The Lt. Col. came back to my booth a few hours later and much to my surprise we traded books! He wrote a book, The Tuskegee Airmen, Mutiny at Freeman Field. Which I will talk about in my blog next week.


  1. Hi Jeane,
    Thank you for bringing this topic up. I can't imagine what it would have been like to be African American in the early 1900's. To be turned away from a job because of the color of skin is an outrage. There is still a lot of racism happening; Conscious and unconscious. The other day my boss indicated that she would not go to a dentist because the dentist had a name she could not pronounce. (It was an Asian name) She said it to a group of employees. I did not know how to handle it. One of my co-workers suggested that I ask my boss what did she mean by the comment. That way I wouldn't incite animosity by confronting my boss. In the end I let it go. Which is why racism exists. Many of us let the incidences go and don't say anything. Ok, now I have more to think about for myself. Thanks for bringing up the harder topics.
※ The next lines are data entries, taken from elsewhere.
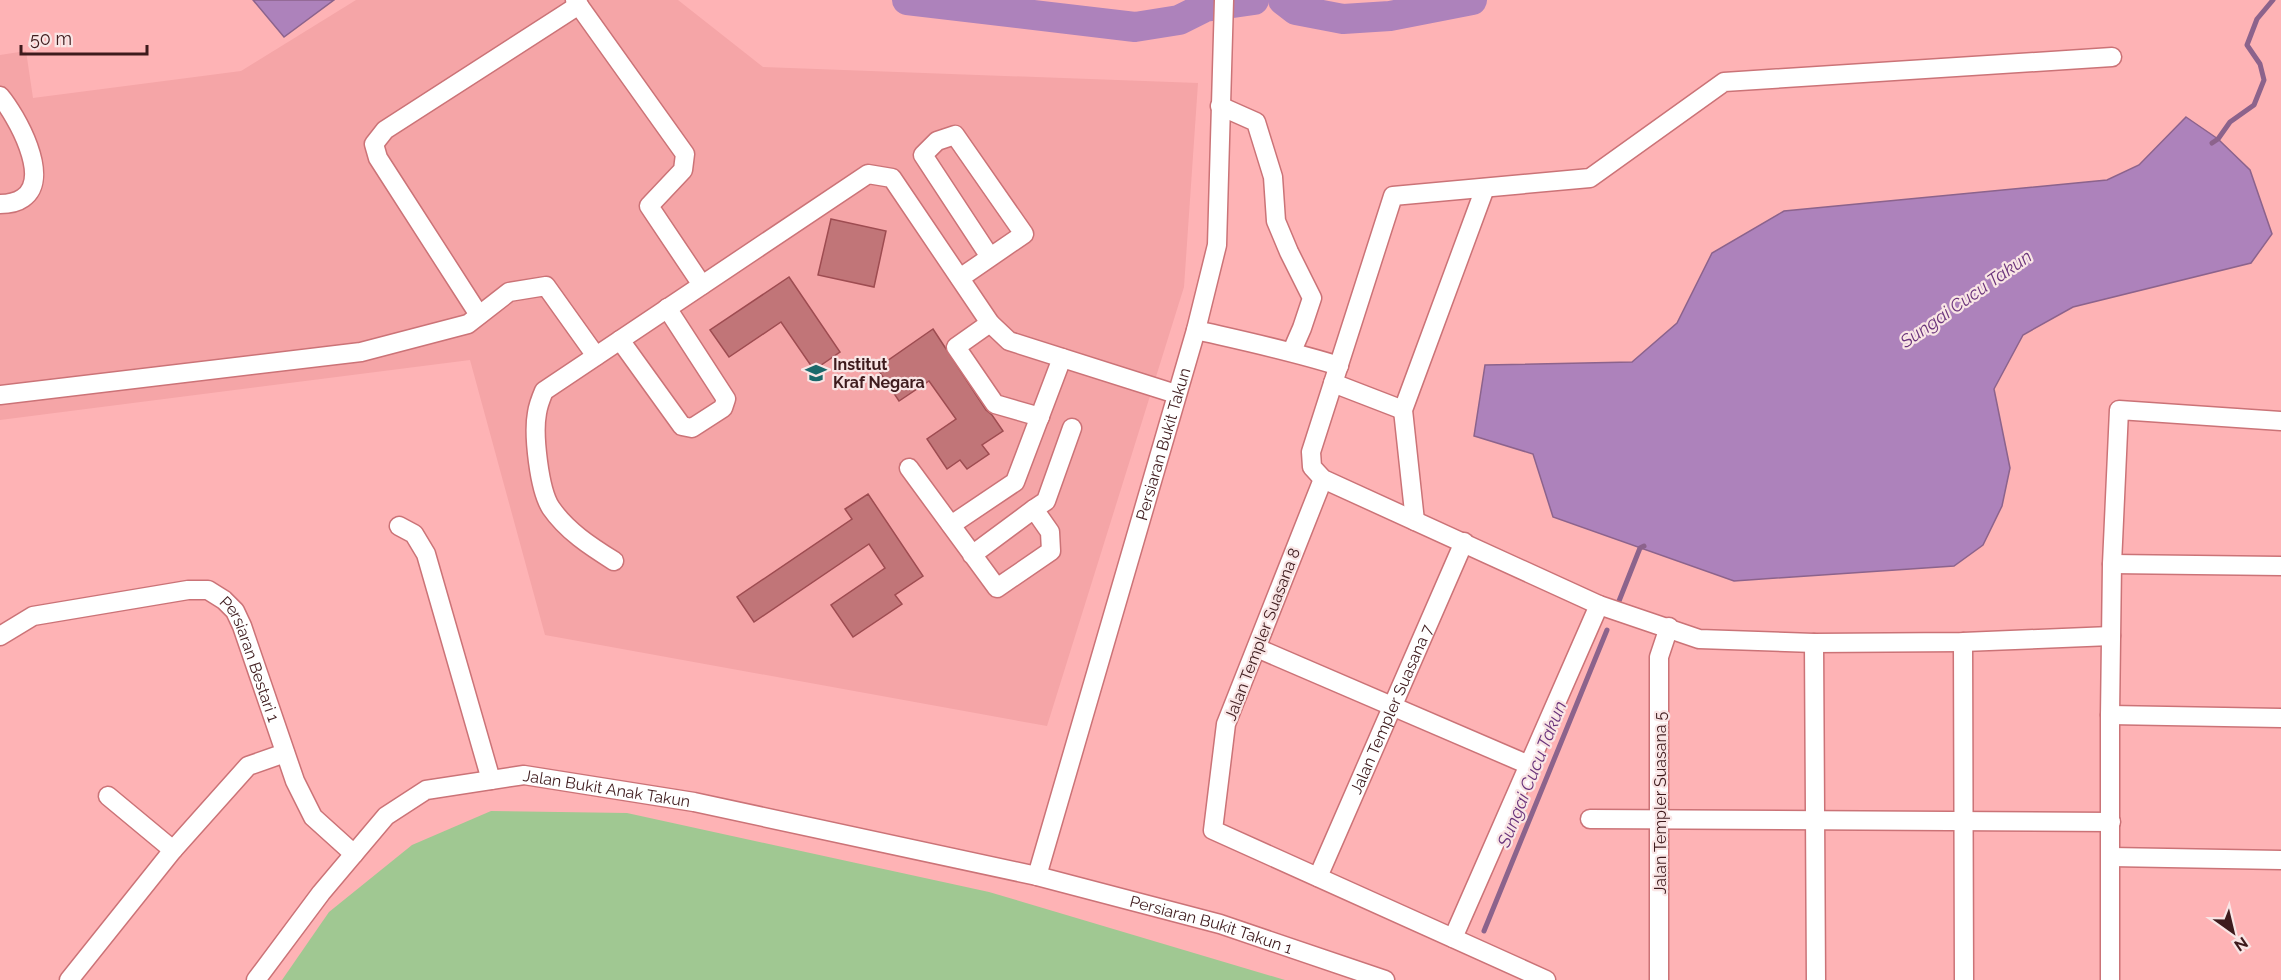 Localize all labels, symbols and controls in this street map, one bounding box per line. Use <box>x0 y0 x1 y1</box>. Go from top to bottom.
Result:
scale bar <box>21 18 147 56</box>
text: 50 m <box>30 28 72 49</box>
water label: Sungai Cucu Takun <box>1895 245 2035 352</box>
place label: Institut Kraf Negara <box>833 355 925 392</box>
school or university icon: Institut Kraf Negara <box>804 361 828 385</box>
street label: Persiaran Bukit Takun <box>1132 366 1194 523</box>
street label: Jalan Templer Suasana 8 <box>1221 545 1304 723</box>
street label: Persiaran Bestari 1 <box>216 592 283 724</box>
street label: Jalan Templer Suasana 7 <box>1346 622 1437 797</box>
water label: Sungai Cucu Takun <box>1492 698 1570 851</box>
street label: Jalan Templer Suasana 5 <box>1651 711 1670 894</box>
street label: Jalan Bukit Anak Takun <box>522 766 692 811</box>
street label: Persiaran Bukit Takun 1 <box>1128 892 1295 958</box>
north arrow <box>2203 902 2263 962</box>
text: N <box>2231 933 2251 955</box>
  2. Amy: It is so inspiring when someone's story makes one think about their own life. History can be powerful!

  3. Hey Jeane,
    That's a great story about meeting one of the Tuskegee Airmen. They were quite a group. They flew with distinction and honors, and several rose to high ranks in the Air Force. Probably unknown to many of your readers and bloggers is the fact that Rosa Parks was born in Tuskegee in 1913. She's one of the principal characters in my book; Our Southern Home: Scottsboro to Montgomery to Birmingham - The Transformation of the South in the Twentieth Century. Your book has sure made an impact!

  4. I also recently heard that the government did some horrible medical experiments with the Tuskegee airmen who came to doctors concerned if they had any stds. They didn't really treat a "sub group" so they could study their decline!
    It was a compliment to your knowledge of the discrmination against black women that the airman came back to your table.